Here is Juliet Floyd stating "Wittgenstein's non-extensionalism, like Russell's in Principia, precluded development of an extensional theory of the infinite (set theory). https://youtu.be/WGv8pqzHfoE?t=1094
So what has happened since? Is there still this view of Wittgenstein's that collections of infinite objects can't have extensional definitions?
With the term “extension” Wittgenstein has two things in mind. First, he will strictly distinguish between sequences of numbers that the extensionalist considers to be, in Cantor’s sense, “finished” [fertig] entities or sets – these are the “extensions” – from the techniques or rules by means of which such entities may be produced, assessed, or accessed.
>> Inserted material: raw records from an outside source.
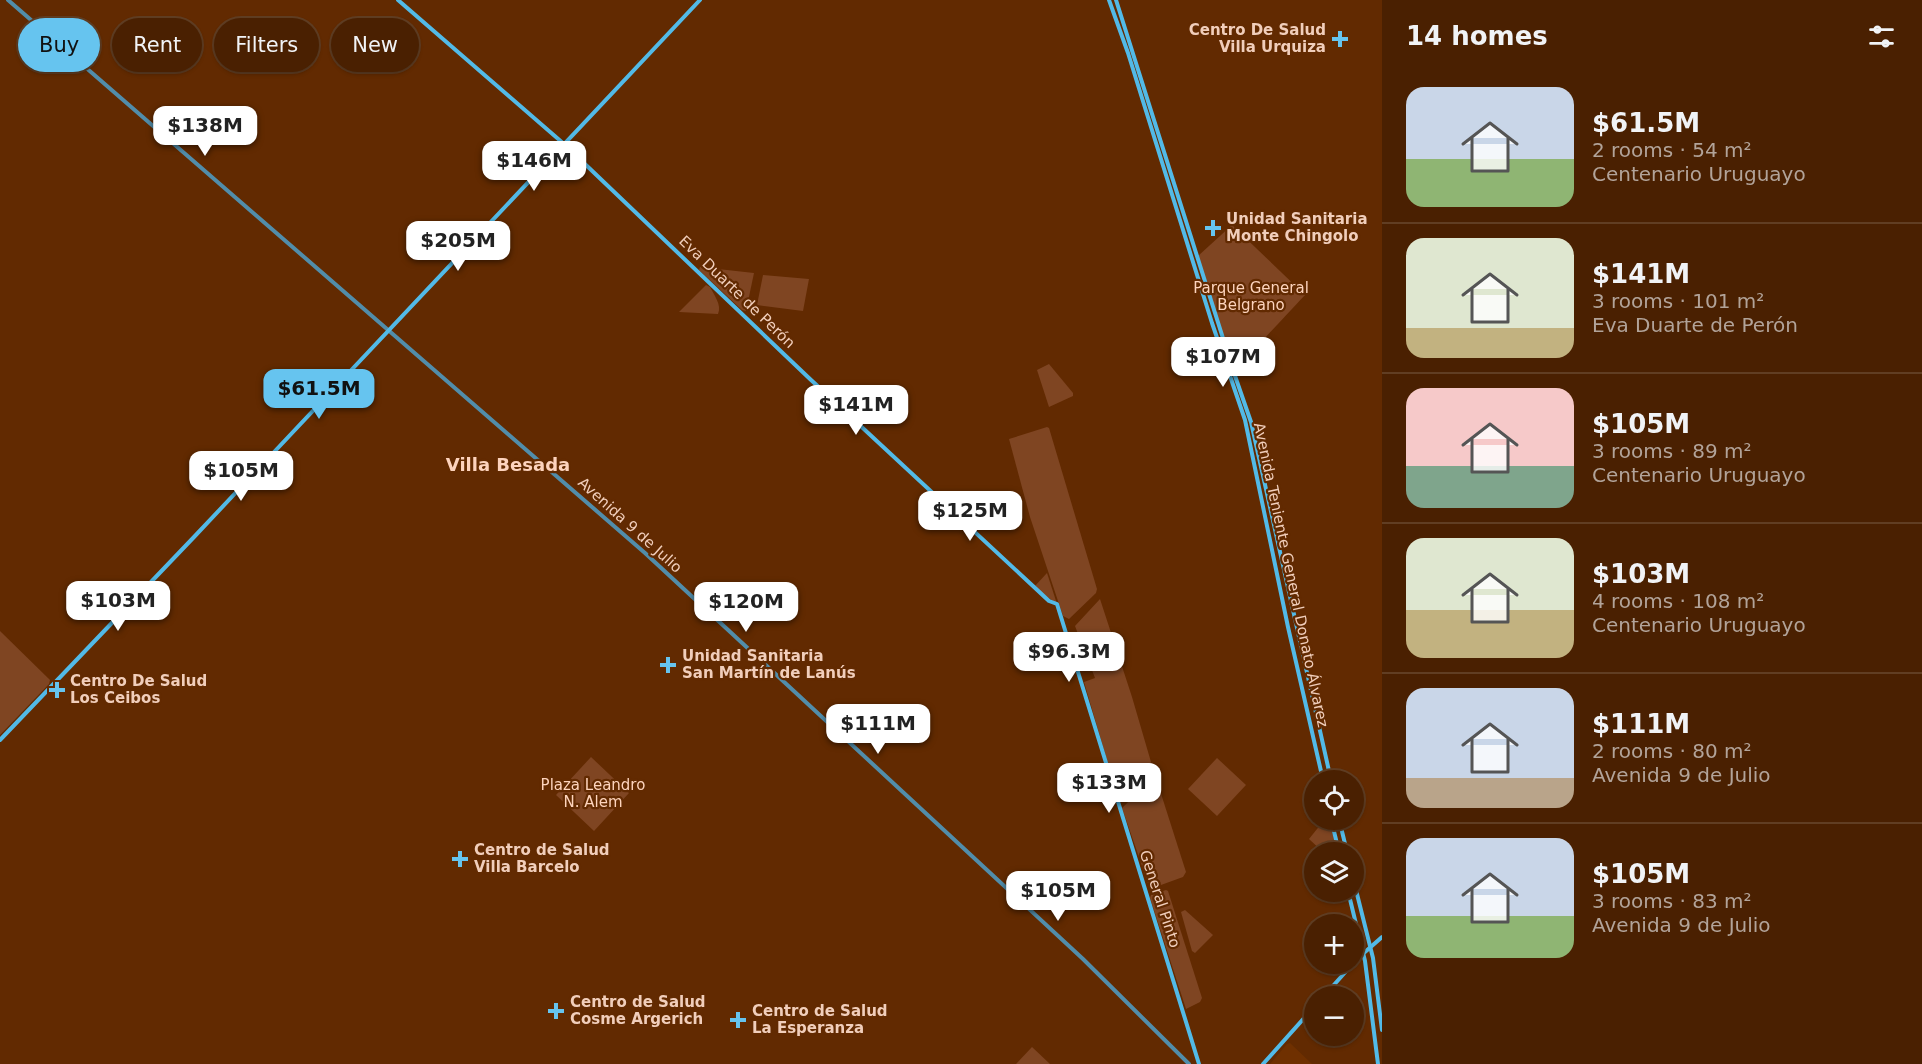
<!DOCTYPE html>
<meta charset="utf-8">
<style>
:root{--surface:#4a2001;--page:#542d10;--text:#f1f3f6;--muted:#b2a399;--line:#613e23;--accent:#66c4ef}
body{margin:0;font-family:"DejaVu Sans",sans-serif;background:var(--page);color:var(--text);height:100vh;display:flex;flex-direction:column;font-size:22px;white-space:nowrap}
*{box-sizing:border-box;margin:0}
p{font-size:20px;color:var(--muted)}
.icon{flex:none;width:33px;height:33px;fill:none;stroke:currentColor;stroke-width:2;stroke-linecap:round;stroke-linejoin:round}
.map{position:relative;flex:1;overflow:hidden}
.sheet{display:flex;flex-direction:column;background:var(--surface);width:540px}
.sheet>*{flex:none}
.top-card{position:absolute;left:18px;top:18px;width:570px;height:54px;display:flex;gap:12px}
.fabs{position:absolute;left:1304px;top:770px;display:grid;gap:12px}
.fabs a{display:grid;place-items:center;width:60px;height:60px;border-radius:50%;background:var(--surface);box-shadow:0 2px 4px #0004,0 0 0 2px var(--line);font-size:30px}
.price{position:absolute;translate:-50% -51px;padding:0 14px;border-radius:12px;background:#fff;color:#222;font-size:20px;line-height:39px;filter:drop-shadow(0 2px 3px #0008)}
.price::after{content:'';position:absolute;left:50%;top:36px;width:18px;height:14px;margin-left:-9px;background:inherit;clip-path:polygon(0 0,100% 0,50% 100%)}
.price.active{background:var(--accent);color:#111}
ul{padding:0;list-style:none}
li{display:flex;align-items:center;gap:18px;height:150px;padding:0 24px}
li+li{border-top:2px solid var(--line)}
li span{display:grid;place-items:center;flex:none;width:168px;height:120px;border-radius:18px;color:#555}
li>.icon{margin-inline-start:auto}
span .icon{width:72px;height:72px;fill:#fffc;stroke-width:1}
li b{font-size:26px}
h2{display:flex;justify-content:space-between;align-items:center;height:72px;padding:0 24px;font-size:26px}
.tag{padding:0 21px;border-radius:27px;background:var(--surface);box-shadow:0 2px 4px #0004,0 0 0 2px var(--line);font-size:21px;line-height:54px}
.tag.active{background:var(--accent);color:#111}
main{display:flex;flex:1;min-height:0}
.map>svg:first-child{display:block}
.built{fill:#6f3000}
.green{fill:#7f4522}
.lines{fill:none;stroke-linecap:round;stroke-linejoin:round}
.tertiary{stroke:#518daa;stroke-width:4}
.secondary{stroke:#52bae7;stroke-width:4}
.poi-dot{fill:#66c4ef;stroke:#622a01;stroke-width:2}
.labels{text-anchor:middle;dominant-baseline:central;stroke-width:4.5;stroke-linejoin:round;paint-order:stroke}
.poi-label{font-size:15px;font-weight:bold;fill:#f1cebb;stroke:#622a01;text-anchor:start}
.park-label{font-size:15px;fill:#fdd4bd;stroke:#622a01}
.street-label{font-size:15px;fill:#f1cebb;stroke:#622a01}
.quarter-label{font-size:18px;font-weight:bold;fill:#fdd3bd;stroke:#622a01}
</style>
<main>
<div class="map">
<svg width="1382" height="1064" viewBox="0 0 1382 1064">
<rect width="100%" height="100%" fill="#622a01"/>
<path class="built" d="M1290,1043L1312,1064H1270L1287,1044Z"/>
<g class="green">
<path d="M1232,225L1305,295L1234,371L1198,256Z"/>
<path d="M700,267L754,273L746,311L742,310L699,270Z"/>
<path d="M763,275L809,279L803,311L757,305Z"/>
<path d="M706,285L710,287C714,295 722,305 718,314L679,312Z"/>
<path d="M1049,364L1073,393V396L1049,407L1037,370Z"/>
<path d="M1047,427L1049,428L1097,589L1096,593L1069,619L1063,616L1030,517L1009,439Z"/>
<path d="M1047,573L1057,604L1034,587Z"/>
<path d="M1100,599L1132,697L1151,762L1149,769L1124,796H1121L1117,794L1084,682L1095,678L1075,626Z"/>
<path d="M0,631L50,680L49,684L0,735Z"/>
<path d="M591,757L629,793L594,831L556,795Z"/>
<path d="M1217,758L1246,785L1217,816L1188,789Z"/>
<path d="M1153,778H1156L1186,872L1183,877L1150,889L1122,808Z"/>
<path d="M1325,819H1329L1337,852H1323L1309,839Z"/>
<path d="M1166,890L1168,891L1202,998L1200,1002L1186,1009L1150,898L1151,895Z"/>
<path d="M1185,910L1213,935L1195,953L1192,951L1181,912Z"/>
<path d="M1032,1047L1050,1064H1016Z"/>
</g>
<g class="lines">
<path class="tertiary" d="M8,0L645,553L1083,959L1189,1064"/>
<g class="secondary">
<path d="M398,0L564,144L810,379L1034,587L1049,601L1057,604L1199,1064"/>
<path d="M1109,0L1128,53L1212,323L1245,420L1288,627L1323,780"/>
<path d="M1116,0L1234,373L1251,422L1331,780"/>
<path d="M0,740L194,537L700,0"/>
<path d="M1331,819L1339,852"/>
<path d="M1339,819L1347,852"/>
<path d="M1353,878L1373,958L1382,1030"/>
<path d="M1348,891L1365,961L1378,1064"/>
<path d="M1324,996L1357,959L1382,937"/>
<path d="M1263,1064L1314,1007"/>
</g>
</g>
<g class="poi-dot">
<path d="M1337 30h6v6h6v6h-6v6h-6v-6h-6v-6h6z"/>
<path d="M1210 219h6v6h6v6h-6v6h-6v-6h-6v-6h6z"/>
<path d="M665 656h6v6h6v6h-6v6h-6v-6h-6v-6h6z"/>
<path d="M54 681h6v6h6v6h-6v6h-6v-6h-6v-6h6z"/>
<path d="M457 850h6v6h6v6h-6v6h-6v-6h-6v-6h6z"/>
<path d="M553 1002h6v6h6v6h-6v6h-6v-6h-6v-6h6z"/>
<path d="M735 1011h6v6h6v6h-6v6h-6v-6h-6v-6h6z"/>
</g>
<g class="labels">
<g class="poi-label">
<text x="1326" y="30" text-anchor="end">Centro De Salud<tspan x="1326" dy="17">Villa Urquiza</tspan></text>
<text x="1226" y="219">Unidad Sanitaria<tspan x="1226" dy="17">Monte Chingolo</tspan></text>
<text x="682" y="656">Unidad Sanitaria<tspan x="682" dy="17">San Martín de Lanús</tspan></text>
<text x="70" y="681">Centro De Salud<tspan x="70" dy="17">Los Ceibos</tspan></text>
<text x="474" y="850">Centro de Salud<tspan x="474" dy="17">Villa Barcelo</tspan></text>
<text x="570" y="1002">Centro de Salud<tspan x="570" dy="17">Cosme Argerich</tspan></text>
<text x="752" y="1011">Centro de Salud<tspan x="752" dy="17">La Esperanza</tspan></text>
</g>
<g class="park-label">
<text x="1251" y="288">Parque General<tspan x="1251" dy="17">Belgrano</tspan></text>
<text x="593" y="785">Plaza Leandro<tspan x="593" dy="17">N. Alem</tspan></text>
</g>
<g class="street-label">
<text transform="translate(737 292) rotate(44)">Eva Duarte de Perón</text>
<text transform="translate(630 525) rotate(42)">Avenida 9 de Julio</text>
<text transform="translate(1291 575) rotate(78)">Avenida Teniente General Donato Álvarez</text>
<text transform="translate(1160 899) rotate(72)">General Pinto</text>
</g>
<g class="quarter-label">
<text x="508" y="464">Villa Besada</text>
</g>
</g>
</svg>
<div class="fabs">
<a><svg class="icon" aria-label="locate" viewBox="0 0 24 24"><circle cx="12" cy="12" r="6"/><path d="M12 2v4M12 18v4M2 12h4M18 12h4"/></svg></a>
<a><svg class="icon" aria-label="layers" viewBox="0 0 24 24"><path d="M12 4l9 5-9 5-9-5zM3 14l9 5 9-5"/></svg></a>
<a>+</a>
<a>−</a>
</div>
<b class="price" style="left:205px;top:157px">$138M</b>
<b class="price" style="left:534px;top:192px">$146M</b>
<b class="price" style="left:458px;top:272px">$205M</b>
<b class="price" style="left:1223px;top:388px">$107M</b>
<b class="price active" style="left:319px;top:420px">$61.5M</b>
<b class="price" style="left:856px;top:436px">$141M</b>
<b class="price" style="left:241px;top:502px">$105M</b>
<b class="price" style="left:970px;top:542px">$125M</b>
<b class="price" style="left:118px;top:632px">$103M</b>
<b class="price" style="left:746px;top:633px">$120M</b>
<b class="price" style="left:1069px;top:683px">$96.3M</b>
<b class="price" style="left:878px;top:755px">$111M</b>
<b class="price" style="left:1109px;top:814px">$133M</b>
<b class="price" style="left:1058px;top:922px">$105M</b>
<div class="top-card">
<a class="tag active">Buy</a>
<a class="tag">Rent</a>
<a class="tag">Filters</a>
<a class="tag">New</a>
</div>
</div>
<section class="sheet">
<h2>14 homes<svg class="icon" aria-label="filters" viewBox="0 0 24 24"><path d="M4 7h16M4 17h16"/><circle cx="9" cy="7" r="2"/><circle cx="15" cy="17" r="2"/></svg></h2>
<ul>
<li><span style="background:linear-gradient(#c9d6e8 60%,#8fb573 0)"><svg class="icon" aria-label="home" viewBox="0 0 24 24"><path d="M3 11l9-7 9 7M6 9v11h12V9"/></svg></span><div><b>$61.5M</b><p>2 rooms · 54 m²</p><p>Centenario Uruguayo</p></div></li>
<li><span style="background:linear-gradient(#dfe7d0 75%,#c2b280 0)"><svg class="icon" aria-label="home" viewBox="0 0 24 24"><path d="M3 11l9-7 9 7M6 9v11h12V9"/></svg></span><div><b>$141M</b><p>3 rooms · 101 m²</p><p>Eva Duarte de Perón</p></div></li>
<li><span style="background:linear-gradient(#f6c9c9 65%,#7fa58c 0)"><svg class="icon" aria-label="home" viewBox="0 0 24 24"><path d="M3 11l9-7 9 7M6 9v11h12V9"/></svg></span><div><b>$105M</b><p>3 rooms · 89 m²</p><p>Centenario Uruguayo</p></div></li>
<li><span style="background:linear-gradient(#dfe7d0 60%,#c2b280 0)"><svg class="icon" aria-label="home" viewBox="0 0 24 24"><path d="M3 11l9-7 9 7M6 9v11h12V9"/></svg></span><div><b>$103M</b><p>4 rooms · 108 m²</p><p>Centenario Uruguayo</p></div></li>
<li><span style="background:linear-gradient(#c9d6e8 75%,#b9a48a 0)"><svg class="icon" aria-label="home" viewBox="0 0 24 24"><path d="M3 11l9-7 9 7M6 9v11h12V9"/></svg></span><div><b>$111M</b><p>2 rooms · 80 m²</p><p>Avenida 9 de Julio</p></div></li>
<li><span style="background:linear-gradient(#c9d6e8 65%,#8fb573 0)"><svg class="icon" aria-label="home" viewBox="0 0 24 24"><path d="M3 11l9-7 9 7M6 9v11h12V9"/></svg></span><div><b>$105M</b><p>3 rooms · 83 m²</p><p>Avenida 9 de Julio</p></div></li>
</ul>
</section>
</main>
If there are such techniques, the extensionalist’s interest is ultimately only in their results, the produced sequences, and not the possible processes or conceptual motifs or definitions leading to them.
Wittgenstein’s criticism is directed at the common view of “modern” mathemati- cians that mathematics is about extensions. We call this the extensionalist point of view and the contrary view proffered by Wittgenstein the non-extensionalist one. We do not use the term “intensionalist” because it would suggest that words get their meaning via certain entities individually attached to them, entities called “intensions”, and this is a conception totally contradicting Wittgenstein’s stance. According to him, words (linguistic expressions, signs) get their meaning – their “life”, as he sometimes says – through the uses we make of them within language, and for him it is a sort of category mistake to base or ground this so-called meaning in immediate relations to certain entities accompanying the words.6
For the non-extensionalist, on the other hand, it is the processes and structured conceptual motifs, the grammar or logic of the notions, we should be concerned with. The most important cases discussed in Wittgenstein’s texts are given by the conception of a real number as a rule-governed calculational procedure for which we can see that for any given n it will generate n digits: for example, a recipe for generating more and more successive digits of √2. About the number√2 Wittgenstein explicitly says that “we [as extensionalists] have a tendency to think that there is one result produced by√2, viz., an infinite decimal fraction”. But on his view √2 produces a series of results, but no single result: “√2 is a rule for producing a fraction, not an extension” (AWL, p. 221) cover
The second context in which Wittgenstein speaks of “extensions” is the context of sets, paradigmatically sets of numbers: N, Q, R, and subsets of them. Considered extensionally, the laws or rules or techniques through which we may approach them are taken as irrelevant, as their identity is only determined by the elements of which they consist. From Wittgenstein’s non-extensionalist view, however, it is precisely these laws, rules or techniques we should take as primary.
Juliet Floyd, Felix Mühlhölzer Nordic Wittgenstein Studies 7 Springer International Publishing; Springer, Year: 2020 9783030484804
Doesn't this at least put people in a tough position? Reject the "greatest philosopher of the 20th century" or reject set theory.